[Saved entries]
******************************

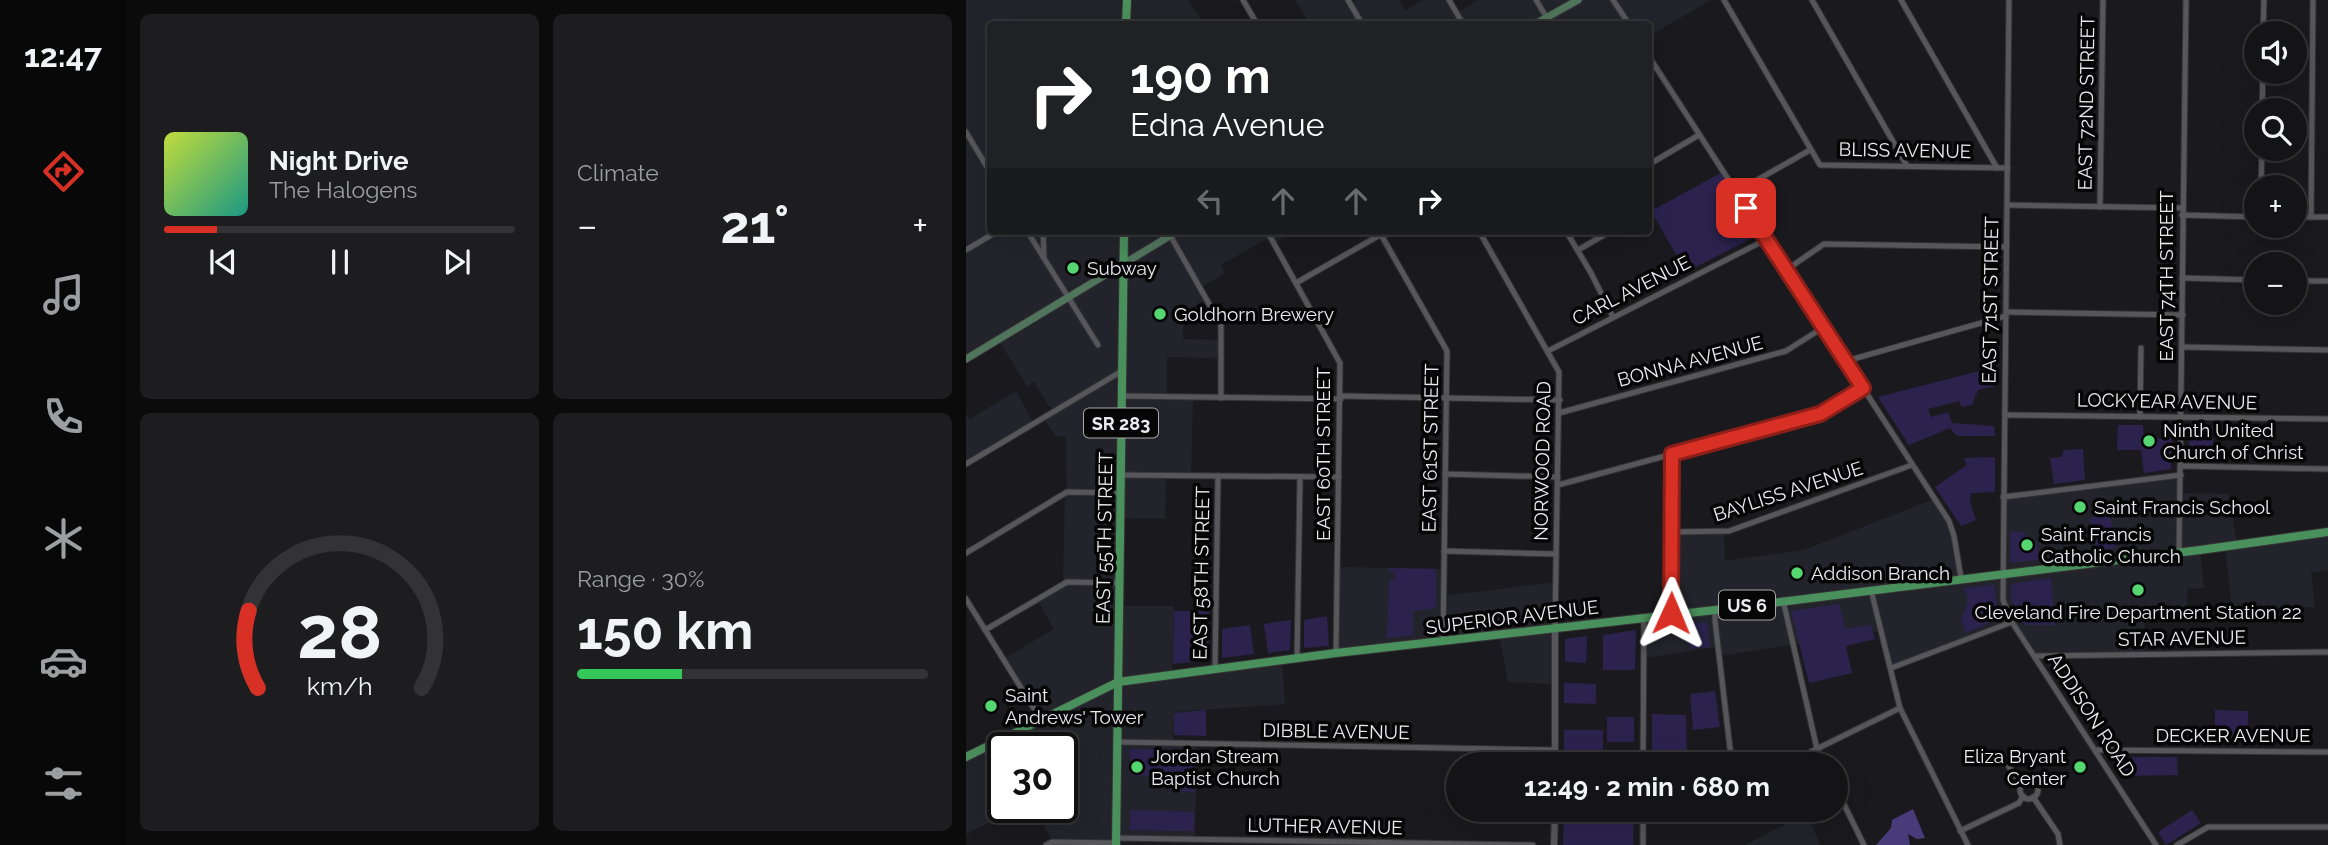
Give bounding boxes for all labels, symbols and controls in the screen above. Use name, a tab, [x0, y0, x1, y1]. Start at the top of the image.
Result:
street label: EAST 72ND STREET	[2073, 15, 2099, 191]
map controls	[2244, 21, 2307, 315]
button: sound	[2244, 21, 2307, 84]
text: 12:47	[24, 37, 102, 74]
text: 190 m	[1130, 47, 1271, 104]
icon: right	[1015, 49, 1106, 140]
button: search	[2244, 98, 2307, 161]
text: Edna Avenue	[1130, 106, 1324, 143]
street label: BLISS AVENUE	[1839, 138, 1971, 162]
text: Night Drive	[269, 146, 408, 176]
icon: directions	[39, 147, 88, 196]
text: Climate	[577, 159, 659, 186]
button: +	[2244, 175, 2307, 238]
text: The Halogens	[269, 176, 417, 203]
pin	[1716, 178, 1776, 238]
icon: left	[1191, 182, 1229, 220]
icon: ahead	[1264, 182, 1302, 220]
icon: ahead	[1337, 182, 1375, 220]
icon: right	[1410, 182, 1448, 220]
icon: arrive	[1727, 189, 1765, 227]
street label: EAST 74TH STREET	[2155, 190, 2177, 361]
text: 21°	[721, 194, 789, 255]
text: −	[577, 203, 597, 248]
text: +	[912, 203, 928, 248]
street label: EAST 71ST STREET	[1978, 216, 2002, 384]
icon: previous	[204, 243, 242, 281]
icon: pause	[321, 243, 359, 281]
icon: next	[438, 243, 476, 281]
street label: CARL AVENUE	[1568, 251, 1694, 329]
button: −	[2244, 252, 2307, 315]
place label: Subway	[1087, 257, 1157, 279]
marker: Subway	[1065, 260, 1081, 276]
icon: music	[39, 270, 88, 319]
place label: Goldhorn Brewery	[1174, 303, 1334, 325]
marker: Goldhorn Brewery	[1152, 306, 1168, 322]
street label: BONNA AVENUE	[1615, 331, 1765, 391]
street label: EAST 61ST STREET	[1418, 363, 1442, 533]
street label: EAST 60TH STREET	[1312, 366, 1334, 541]
street label: NORWOOD ROAD	[1530, 381, 1554, 541]
street label: LOCKYEAR AVENUE	[2077, 388, 2257, 414]
icon: phone	[39, 392, 88, 441]
road number: SR 283	[1084, 408, 1158, 438]
place label: Ninth United Church of Christ	[2163, 419, 2304, 463]
marker: Ninth United Church of Christ	[2141, 433, 2157, 449]
street label: EAST 55TH STREET	[1091, 451, 1117, 624]
street label: BAYLISS AVENUE	[1710, 456, 1866, 526]
street label: EAST 58TH STREET	[1188, 485, 1214, 660]
place label: Saint Francis School	[2094, 496, 2271, 518]
marker: Saint Francis School	[2072, 499, 2088, 515]
icon: climate	[39, 514, 88, 563]
place label: Saint Francis Catholic Church	[2041, 523, 2181, 567]
marker: Saint Francis Catholic Church	[2019, 537, 2035, 553]
place label: Addison Branch	[1811, 562, 1950, 584]
text: Range · 30%	[577, 565, 704, 592]
marker: Addison Branch	[1789, 565, 1805, 581]
position arrow	[1634, 576, 1708, 650]
marker: Cleveland Fire Department Station 22	[2130, 582, 2146, 598]
text: 28	[297, 590, 382, 675]
road number: US 6	[1719, 590, 1775, 620]
street label: SUPERIOR AVENUE	[1424, 595, 1600, 639]
text: 150 km	[577, 600, 753, 661]
place label: Cleveland Fire Department Station 22	[1974, 601, 2302, 623]
street label: STAR AVENUE	[2118, 626, 2246, 650]
icon: car	[39, 637, 88, 686]
street label: ADDISON ROAD	[2044, 649, 2140, 781]
text: km/h	[307, 671, 372, 701]
place label: Saint Andrews' Tower	[1005, 684, 1144, 728]
marker: Saint Andrews' Tower	[983, 698, 999, 714]
street label: DIBBLE AVENUE	[1262, 719, 1410, 743]
street label: DECKER AVENUE	[2155, 724, 2311, 746]
speed limit sign: 30	[987, 732, 1078, 823]
place label: Jordan Stream Baptist Church	[1151, 745, 1280, 789]
place label: Eliza Bryant Center	[1964, 745, 2067, 789]
icon: filters	[39, 759, 88, 808]
marker: Jordan Stream Baptist Church	[1129, 759, 1145, 775]
marker: Eliza Bryant Center	[2072, 759, 2088, 775]
text: 12:49 · 2 min · 680 m	[1524, 772, 1770, 802]
street label: LUTHER AVENUE	[1247, 814, 1403, 838]

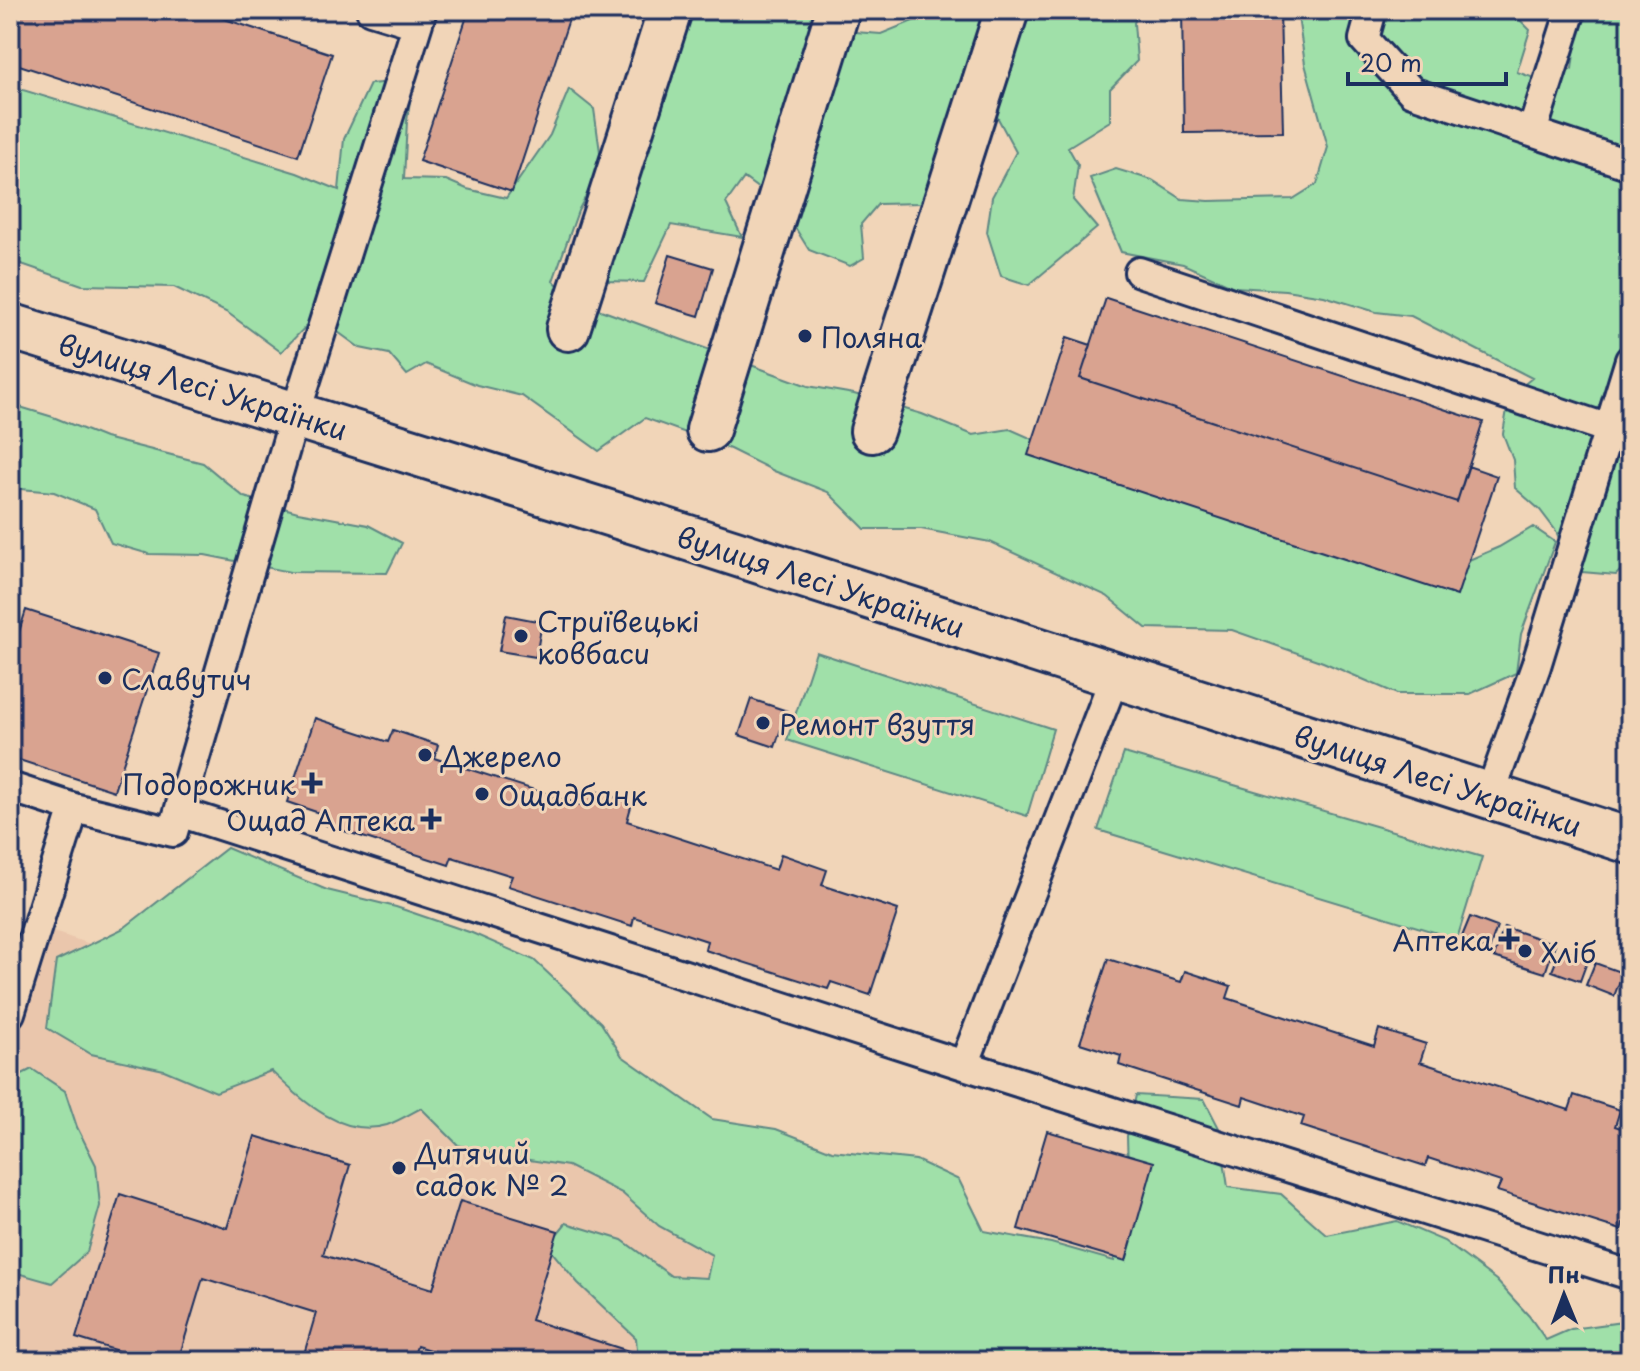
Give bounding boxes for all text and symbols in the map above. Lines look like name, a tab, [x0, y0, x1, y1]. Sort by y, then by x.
scale bar	[1348, 36, 1506, 86]
text: 20 m	[1360, 44, 1422, 80]
place label: Поляна	[821, 315, 923, 358]
street label: вулиця Лесі Українки	[53, 322, 353, 450]
marker: Поляна	[796, 327, 814, 345]
street label: вулиця Лесі Українки	[672, 514, 970, 648]
place label: Стриївецькі ковбаси	[537, 599, 700, 674]
marker: Стриївецькі ковбаси	[512, 627, 530, 645]
place label: Славутич	[121, 657, 252, 700]
marker: Славутич	[96, 669, 114, 687]
place label: Ремонт взуття	[779, 702, 975, 745]
street label: вулиця Лесі Українки	[1289, 713, 1587, 847]
marker: Ремонт взуття	[754, 714, 772, 732]
place label: Джерело	[440, 734, 562, 777]
marker: Джерело	[416, 746, 434, 764]
place label: Подорожник	[122, 762, 296, 805]
place label: Ощадбанк	[498, 773, 647, 816]
marker: Подорожник	[303, 774, 321, 792]
marker: Ощадбанк	[473, 785, 491, 803]
place label: Ощад Аптека	[226, 798, 416, 841]
marker: Ощад Аптека	[422, 810, 440, 828]
place label: Аптека	[1393, 918, 1494, 961]
marker: Аптека	[1500, 930, 1518, 948]
place label: Хліб	[1541, 930, 1596, 973]
marker: Хліб	[1516, 942, 1534, 960]
place label: Дитячий садок № 2	[414, 1131, 569, 1206]
marker: Дитячий садок № 2	[390, 1159, 408, 1177]
north arrow	[1524, 1255, 1604, 1335]
text: Пн	[1547, 1257, 1580, 1290]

******************************

Task statement: In your copy of the records above, include no pictures and match every line exactly.

Answer box:
Give bounding boxes for all labels, symbols and controls in the screen above. Use name, a tab, [x0, y0, x1, y1]. Start at the top of the image.
Result:
street label: EAST 72ND STREET	[2073, 15, 2099, 191]
map controls	[2244, 21, 2307, 315]
button: sound	[2244, 21, 2307, 84]
text: 12:47	[24, 37, 102, 74]
text: 190 m	[1130, 47, 1271, 104]
icon: right	[1015, 49, 1106, 140]
button: search	[2244, 98, 2307, 161]
text: Edna Avenue	[1130, 106, 1324, 143]
street label: BLISS AVENUE	[1839, 138, 1971, 162]
text: Night Drive	[269, 146, 408, 176]
icon: directions	[39, 147, 88, 196]
text: Climate	[577, 159, 659, 186]
button: +	[2244, 175, 2307, 238]
text: The Halogens	[269, 176, 417, 203]
pin	[1716, 178, 1776, 238]
icon: left	[1191, 182, 1229, 220]
icon: ahead	[1264, 182, 1302, 220]
icon: ahead	[1337, 182, 1375, 220]
icon: right	[1410, 182, 1448, 220]
icon: arrive	[1727, 189, 1765, 227]
street label: EAST 74TH STREET	[2155, 190, 2177, 361]
text: 21°	[721, 194, 789, 255]
text: −	[577, 203, 597, 248]
text: +	[912, 203, 928, 248]
street label: EAST 71ST STREET	[1978, 216, 2002, 384]
icon: previous	[204, 243, 242, 281]
icon: pause	[321, 243, 359, 281]
icon: next	[438, 243, 476, 281]
street label: CARL AVENUE	[1568, 251, 1694, 329]
button: −	[2244, 252, 2307, 315]
place label: Subway	[1087, 257, 1157, 279]
marker: Subway	[1065, 260, 1081, 276]
icon: music	[39, 270, 88, 319]
place label: Goldhorn Brewery	[1174, 303, 1334, 325]
marker: Goldhorn Brewery	[1152, 306, 1168, 322]
street label: BONNA AVENUE	[1615, 331, 1765, 391]
street label: EAST 61ST STREET	[1418, 363, 1442, 533]
street label: EAST 60TH STREET	[1312, 366, 1334, 541]
street label: NORWOOD ROAD	[1530, 381, 1554, 541]
street label: LOCKYEAR AVENUE	[2077, 388, 2257, 414]
icon: phone	[39, 392, 88, 441]
road number: SR 283	[1084, 408, 1158, 438]
place label: Ninth United Church of Christ	[2163, 419, 2304, 463]
marker: Ninth United Church of Christ	[2141, 433, 2157, 449]
street label: EAST 55TH STREET	[1091, 451, 1117, 624]
street label: BAYLISS AVENUE	[1710, 456, 1866, 526]
street label: EAST 58TH STREET	[1188, 485, 1214, 660]
place label: Saint Francis School	[2094, 496, 2271, 518]
marker: Saint Francis School	[2072, 499, 2088, 515]
icon: climate	[39, 514, 88, 563]
place label: Saint Francis Catholic Church	[2041, 523, 2181, 567]
marker: Saint Francis Catholic Church	[2019, 537, 2035, 553]
place label: Addison Branch	[1811, 562, 1950, 584]
text: Range · 30%	[577, 565, 704, 592]
marker: Addison Branch	[1789, 565, 1805, 581]
position arrow	[1634, 576, 1708, 650]
marker: Cleveland Fire Department Station 22	[2130, 582, 2146, 598]
text: 28	[297, 590, 382, 675]
road number: US 6	[1719, 590, 1775, 620]
street label: SUPERIOR AVENUE	[1424, 595, 1600, 639]
text: 150 km	[577, 600, 753, 661]
place label: Cleveland Fire Department Station 22	[1974, 601, 2302, 623]
street label: STAR AVENUE	[2118, 626, 2246, 650]
icon: car	[39, 637, 88, 686]
street label: ADDISON ROAD	[2044, 649, 2140, 781]
text: km/h	[307, 671, 372, 701]
place label: Saint Andrews' Tower	[1005, 684, 1144, 728]
marker: Saint Andrews' Tower	[983, 698, 999, 714]
street label: DIBBLE AVENUE	[1262, 719, 1410, 743]
street label: DECKER AVENUE	[2155, 724, 2311, 746]
speed limit sign: 30	[987, 732, 1078, 823]
place label: Jordan Stream Baptist Church	[1151, 745, 1280, 789]
place label: Eliza Bryant Center	[1964, 745, 2067, 789]
icon: filters	[39, 759, 88, 808]
marker: Jordan Stream Baptist Church	[1129, 759, 1145, 775]
marker: Eliza Bryant Center	[2072, 759, 2088, 775]
text: 12:49 · 2 min · 680 m	[1524, 772, 1770, 802]
street label: LUTHER AVENUE	[1247, 814, 1403, 838]

Give bounding boxes for all text and symbols in the map above. Lines look like name, a tab, [x0, y0, x1, y1]. Sort by y, then by x.
scale bar	[1348, 36, 1506, 86]
text: 20 m	[1360, 44, 1422, 80]
place label: Поляна	[821, 315, 923, 358]
street label: вулиця Лесі Українки	[53, 322, 353, 450]
marker: Поляна	[796, 327, 814, 345]
street label: вулиця Лесі Українки	[672, 514, 970, 648]
place label: Стриївецькі ковбаси	[537, 599, 700, 674]
marker: Стриївецькі ковбаси	[512, 627, 530, 645]
place label: Славутич	[121, 657, 252, 700]
marker: Славутич	[96, 669, 114, 687]
place label: Ремонт взуття	[779, 702, 975, 745]
street label: вулиця Лесі Українки	[1289, 713, 1587, 847]
marker: Ремонт взуття	[754, 714, 772, 732]
place label: Джерело	[440, 734, 562, 777]
marker: Джерело	[416, 746, 434, 764]
place label: Подорожник	[122, 762, 296, 805]
place label: Ощадбанк	[498, 773, 647, 816]
marker: Подорожник	[303, 774, 321, 792]
marker: Ощадбанк	[473, 785, 491, 803]
place label: Ощад Аптека	[226, 798, 416, 841]
marker: Ощад Аптека	[422, 810, 440, 828]
place label: Аптека	[1393, 918, 1494, 961]
marker: Аптека	[1500, 930, 1518, 948]
place label: Хліб	[1541, 930, 1596, 973]
marker: Хліб	[1516, 942, 1534, 960]
place label: Дитячий садок № 2	[414, 1131, 569, 1206]
marker: Дитячий садок № 2	[390, 1159, 408, 1177]
north arrow	[1524, 1255, 1604, 1335]
text: Пн	[1547, 1257, 1580, 1290]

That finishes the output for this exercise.